Phenotypic plasticity promotes recombination and gene clustering in periodic environments

D. Gulisija,J. Plotkin

Published 2016 in Nature Communications

ABSTRACT

While theory offers clear predictions for when recombination will evolve in changing environments, it is unclear what natural scenarios can generate the necessary conditions. The Red Queen hypothesis provides one such scenario, but it requires antagonistic host–parasite interactions. Here we present a novel scenario for the evolution of recombination in finite populations: the genomic storage effect due to phenotypic plasticity.
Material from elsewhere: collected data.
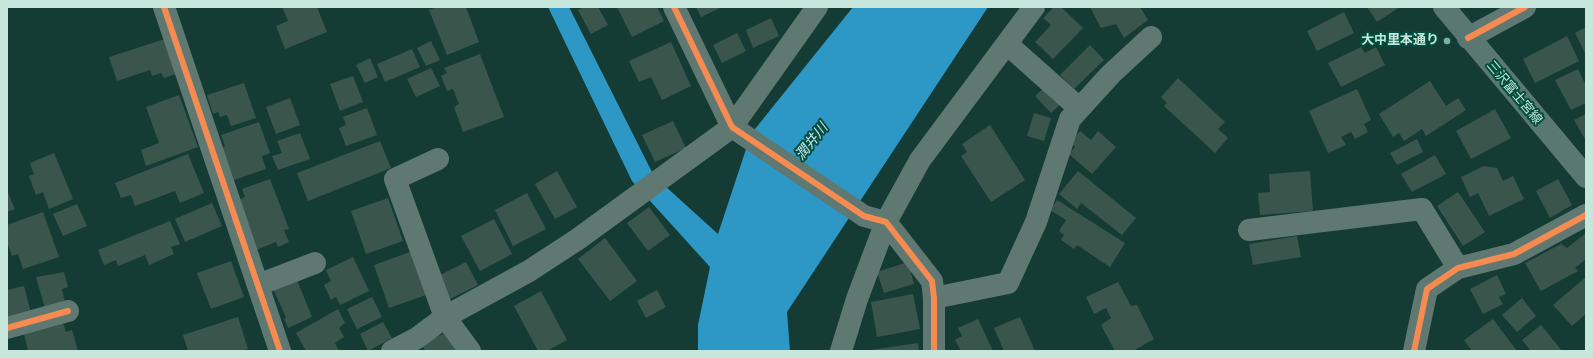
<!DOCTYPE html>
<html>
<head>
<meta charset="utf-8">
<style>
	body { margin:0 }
	#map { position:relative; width:1593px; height:358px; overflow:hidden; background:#143c34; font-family:"DM Sans",sans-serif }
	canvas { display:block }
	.frame { position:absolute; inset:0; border:8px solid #c7e7dd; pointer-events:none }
</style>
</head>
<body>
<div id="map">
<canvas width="1593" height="358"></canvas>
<div class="frame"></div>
</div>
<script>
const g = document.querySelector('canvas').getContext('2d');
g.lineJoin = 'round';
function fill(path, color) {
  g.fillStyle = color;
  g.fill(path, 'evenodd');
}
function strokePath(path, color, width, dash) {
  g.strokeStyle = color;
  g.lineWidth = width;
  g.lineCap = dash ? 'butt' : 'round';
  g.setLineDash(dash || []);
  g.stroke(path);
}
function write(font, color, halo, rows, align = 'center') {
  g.font = font + ' "DM Sans","Noto Sans JP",sans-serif';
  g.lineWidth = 4;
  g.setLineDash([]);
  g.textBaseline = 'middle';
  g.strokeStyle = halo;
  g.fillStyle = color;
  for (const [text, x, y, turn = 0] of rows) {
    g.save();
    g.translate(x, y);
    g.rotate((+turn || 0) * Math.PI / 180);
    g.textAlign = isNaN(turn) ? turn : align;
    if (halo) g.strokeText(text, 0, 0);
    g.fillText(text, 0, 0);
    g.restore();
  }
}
const water = new Path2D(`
	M548,7H569L654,176L718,234L751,134L853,7H988L787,312L790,351H698V325L710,267L632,181Z`);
const building = new Path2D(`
	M282,7H317L327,32L285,49L276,26L288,21Z
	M437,7H466L479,42L447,55L429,10Z
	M583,7H598L608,25L591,34L578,10Z
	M617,7H657L664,21L632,37Z
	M696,7H722L701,17Z
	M1054,7H1061L1083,28L1053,59L1035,42L1051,25L1043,18Z
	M1090,7H1140L1148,20L1124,38L1116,24L1101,28Z
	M1367,7H1400L1377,22Z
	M1344,12L1354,33L1317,51L1307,31Z
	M771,18L779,36L753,48L746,30Z
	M1586,27V55L1575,33Z
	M737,33L746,51L722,63L713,45Z
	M1567,36L1579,61L1535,83L1523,59Z
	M165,39L176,74L164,78L161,73L152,76L150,70L117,81L109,57Z
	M431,41L440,60L426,66L417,48Z
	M671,42L691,86L662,100L651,77L639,82L629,61Z
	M1090,45L1104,60L1074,89L1060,75Z
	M1361,47L1365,53L1376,47L1385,65L1341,87L1328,63Z
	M412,49L420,67L385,82L377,64Z
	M480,54L504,117L463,132L454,107L459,104L453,89L447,91L441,76L447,73L444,68Z
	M370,58L378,77L365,83L356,65Z
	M431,68L440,86L416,97L407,79Z
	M1578,69L1586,86V103L1571,110L1555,80Z
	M353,76L363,102L340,111L330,84Z
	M1178,78L1225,122L1218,129L1228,138L1215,153L1164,106L1167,103L1161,97Z
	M1430,81L1446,106L1458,98L1466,110L1426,136L1422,129L1404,141L1399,133L1393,137L1379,114Z
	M244,83L256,118L231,126L227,115L220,117L218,112L213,114L207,95Z
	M1045,87L1061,104L1051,113L1035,96Z
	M1357,89L1371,120L1364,124L1368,132L1355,139L1351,132L1341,137L1346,145L1328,153L1309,111Z
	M179,95L198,147L146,166L141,150L159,143L146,107Z
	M290,98L300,125L276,134L266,107Z
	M367,108L377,135L346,146L339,128L346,125L343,117Z
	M1495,109L1511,138L1471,159L1456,131Z
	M1034,113L1051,118L1044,141L1027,136Z
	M1586,114V138L1585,139L1574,120Z
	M673,121L686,148L655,162L642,135Z
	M259,122L270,153L262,156L266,169L234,180L222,148L225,146L221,135Z
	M990,125L1025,180L991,202L961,156L967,152L962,144Z
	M1080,131L1091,140L1098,131L1116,147L1092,174L1069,154L1075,147L1070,143Z
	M300,133L310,159L278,170L272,156L282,153L277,141Z
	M1417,139L1423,152L1397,165L1390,153Z
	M380,141L391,168L308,201L297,173Z
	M54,153L73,199L49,209L43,192L36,195L29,176L34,174L30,163Z
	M188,154L204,193L180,203L175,191L135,206L131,195L121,198L115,183Z
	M1435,155L1446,174L1412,192L1401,174Z
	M1484,166L1497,168L1503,181L1513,176L1524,199L1489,216L1478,193L1470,197L1461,177Z
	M557,171L577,207L555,219L535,184Z
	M1078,171L1136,218L1122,235L1081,203L1077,209L1059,194Z
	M1310,171L1313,211L1260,215L1258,193L1270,192L1269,174Z
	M270,179L289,229L284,230L289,242L278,247L276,242L256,250L238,200L245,197L242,189Z
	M1558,179L1572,205L1550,218L1536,191Z
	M7,191L15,209L7,212Z
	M1458,192L1485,232L1463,246L1437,206Z
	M527,193L546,229L513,246L495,210Z
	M388,198L403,241L366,254L351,211Z
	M1057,200L1125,243L1110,267L1077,245L1074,249L1061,240L1064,235L1059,231L1066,220L1050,210Z
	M212,203L222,226L185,242L175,219Z
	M77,204L87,226L63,236L53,214Z
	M649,207L670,235L648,251L627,223Z
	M43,212L59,257L23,269L18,254L12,256L8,245L7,246V225Z
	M494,219L512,254L480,271L461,236Z
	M170,221L180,244L171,247L174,254L149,265L145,255L118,266L116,260L104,265L98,250Z
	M1586,233V259L1575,268L1578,271L1541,291L1525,263L1561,244L1567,248Z
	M1297,236L1301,257L1253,265L1249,244Z
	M605,238L637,281L610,301L578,259Z
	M410,252L426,295L389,308L374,265Z
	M353,257L369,291L340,305L336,297L331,300L324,285L331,281L326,270Z
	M231,261L244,297L211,309L197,273Z
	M466,262L478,285L448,300L436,277Z
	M908,262L914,284L884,293L877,272Z
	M64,272L68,287L62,289L65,303L45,308L36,277Z
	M1497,275L1506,294L1499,297L1503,304L1483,314L1470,289Z
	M1586,277V314L1572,326L1553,305Z
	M297,280L312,317L288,328L284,319L286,317L273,289Z
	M1118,282L1131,306L1137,305L1154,339L1133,351H1115L1101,325L1111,318L1106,308L1094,314L1086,297Z
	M24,286L31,313L7,318V290Z
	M657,290L666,307L646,318L637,301Z
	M541,291L567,340L547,351H538L514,306Z
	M913,294L920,329L877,337L871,302Z
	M372,297L382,317L357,329L347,309Z
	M1522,298L1536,316L1517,332L1502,315Z
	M338,309L345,323L339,328L344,337L335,343L339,351H306L296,333Z
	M238,317L248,349L241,351H188L183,335Z
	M1020,317L1035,351H1004L994,328Z
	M978,319L993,351H961L955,340L962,336L958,328Z
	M1493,319L1517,351H1472L1464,340Z
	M383,322L392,338L368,351L360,334Z
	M63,323L66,332L72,330L78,351H28L24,334Z
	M1541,325L1562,351H1531L1522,340Z
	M447,332L456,351H425L422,344Z
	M918,343L919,351H871V350Z`);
const minor = new Path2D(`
	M164,7L280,351
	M674,7L732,127L864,216L886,222L932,281L934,298V351
	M1468,38L1525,7
	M1007,44L1079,108
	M438,159L395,179L445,317L470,351
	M1249,230L1422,209L1458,268
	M258,285L315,263
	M934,298L1008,283L1036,222L1070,119L1111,74L1151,37
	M7,328L68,311
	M392,351L417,338L445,317L529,271L578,239L732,127L817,7
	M841,351L857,299L886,222L920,160L1034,7
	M1414,351L1427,289L1458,268L1514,254L1586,215`);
const major = new Path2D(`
	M1444,7L1586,177`);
const cycleway = new Path2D(`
	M164,7L280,351
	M674,7L732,127L864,216L886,222L932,281L934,298V351
	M1468,38L1525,7
	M7,328L68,311
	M1414,351L1427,289L1458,268L1514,254L1586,215`);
const markers = [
	[1447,41,4,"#88aba2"]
];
const poiNames = [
	["大中里本通り",1439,41]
];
const streetNames = [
	["三沢富士宮線",1514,93,50]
];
const waterNames = [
	["潤井川",812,142,-51]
];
fill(water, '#2d97c6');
fill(building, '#3a564c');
strokePath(minor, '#5f7872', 22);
strokePath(major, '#5a7871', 22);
strokePath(cycleway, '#f68b52', 6);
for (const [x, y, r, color] of markers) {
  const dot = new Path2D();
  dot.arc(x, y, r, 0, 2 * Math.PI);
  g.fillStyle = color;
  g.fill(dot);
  strokePath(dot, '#024e3f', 1.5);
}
write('bold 13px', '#c7e7dd', '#024e3f', poiNames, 'right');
write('13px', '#c7e7dd', '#024e3f', streetNames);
write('italic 14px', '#cbe6f7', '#024e3f', waterNames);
</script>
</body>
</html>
Using analytic approximations and Monte-Carlo simulations, we demonstrate that balanced polymorphism and recombination evolve between a target locus that codes for a seasonally selected trait and a plasticity modifier locus that modulates the effects of target-locus alleles. Furthermore, we show that selection suppresses recombination among multiple co-modulated target loci, in the absence of epistasis among them, which produces a cluster of linked selected loci. These results provide a novel biological scenario for the evolution of recombination and supergenes. Selection for recombination requires genetic diversity and negative linkage disequilibrium, which can be produced by coevolutionary arms races. Here the authors propose a qualitatively different scenario that can favour recombination in seasonal environments through the ‘genomic storage effect’.